### Material provided:
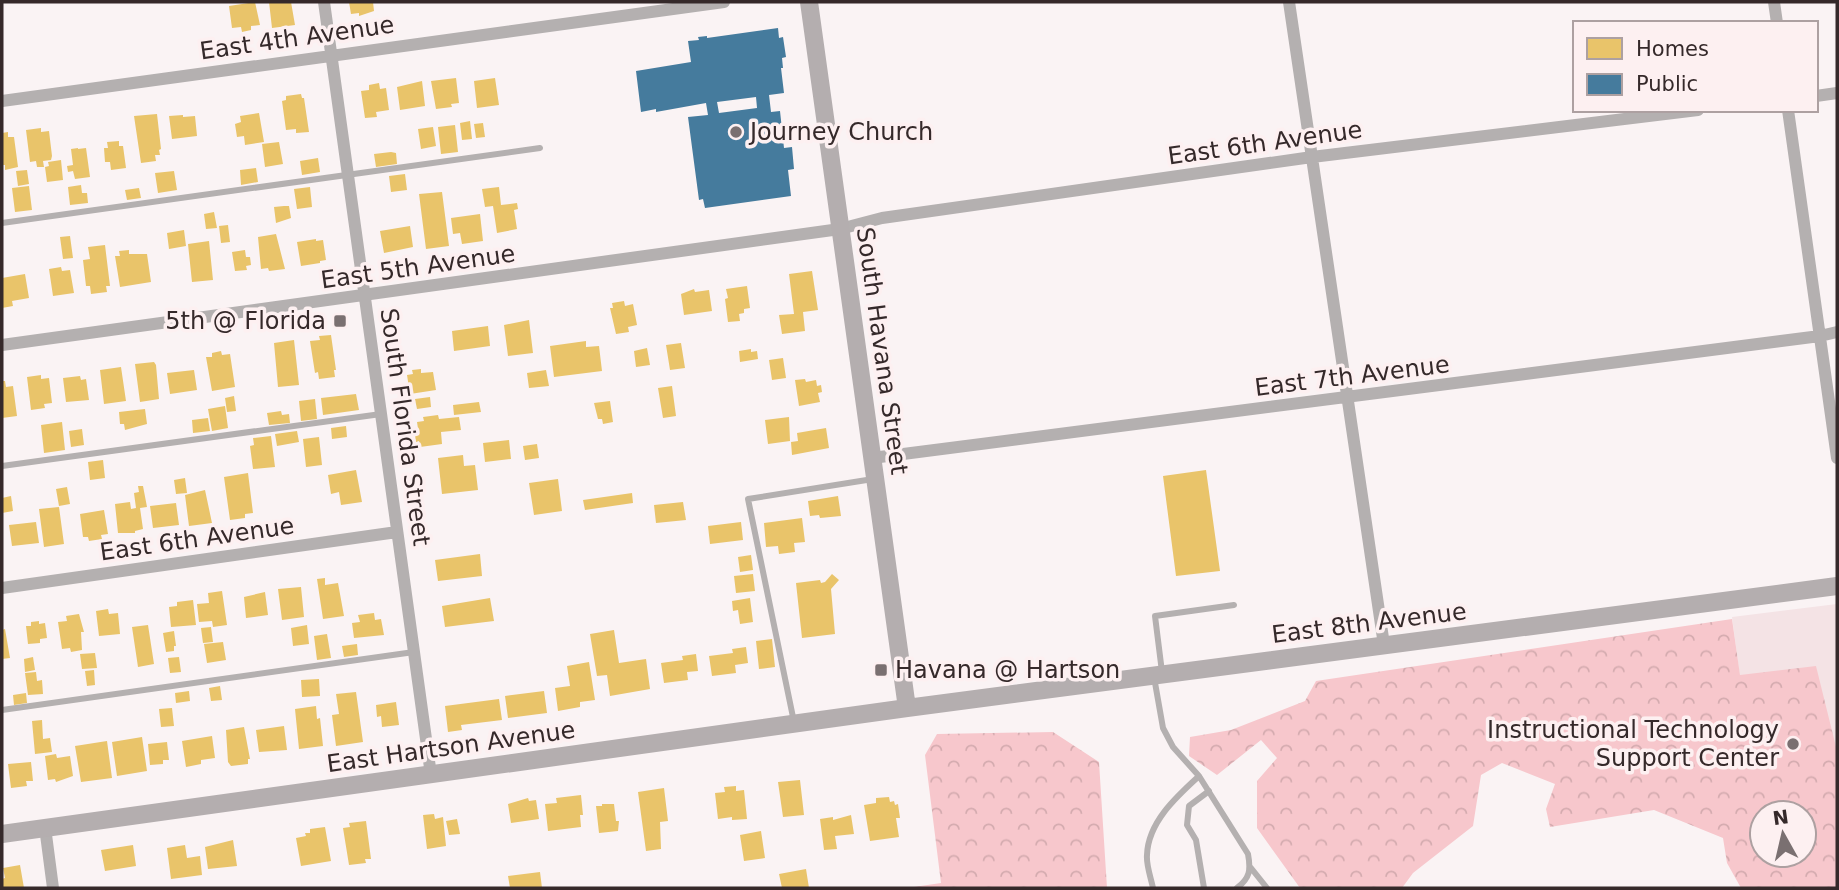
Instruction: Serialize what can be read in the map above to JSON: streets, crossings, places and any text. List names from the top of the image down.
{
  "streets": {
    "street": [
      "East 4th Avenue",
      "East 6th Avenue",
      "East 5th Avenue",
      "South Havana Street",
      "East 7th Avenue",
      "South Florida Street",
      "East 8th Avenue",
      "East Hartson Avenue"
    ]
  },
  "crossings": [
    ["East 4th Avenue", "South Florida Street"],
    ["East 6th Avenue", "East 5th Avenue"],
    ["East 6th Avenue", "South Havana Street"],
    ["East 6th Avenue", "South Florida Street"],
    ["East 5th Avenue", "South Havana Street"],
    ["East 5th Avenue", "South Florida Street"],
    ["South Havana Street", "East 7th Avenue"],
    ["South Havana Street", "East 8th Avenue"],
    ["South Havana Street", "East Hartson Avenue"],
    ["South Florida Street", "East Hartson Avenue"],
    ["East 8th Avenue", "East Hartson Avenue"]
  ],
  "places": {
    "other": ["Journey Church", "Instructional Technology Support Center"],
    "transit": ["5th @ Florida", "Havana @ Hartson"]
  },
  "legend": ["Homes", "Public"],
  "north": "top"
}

### Task details:
Pull out each line of the entries that contains "places".

### Response area:
Instruction: Serialize what can be read in the map above to JSON: streets, crossings, places and any text. List names from the top of the image down.
  "places": {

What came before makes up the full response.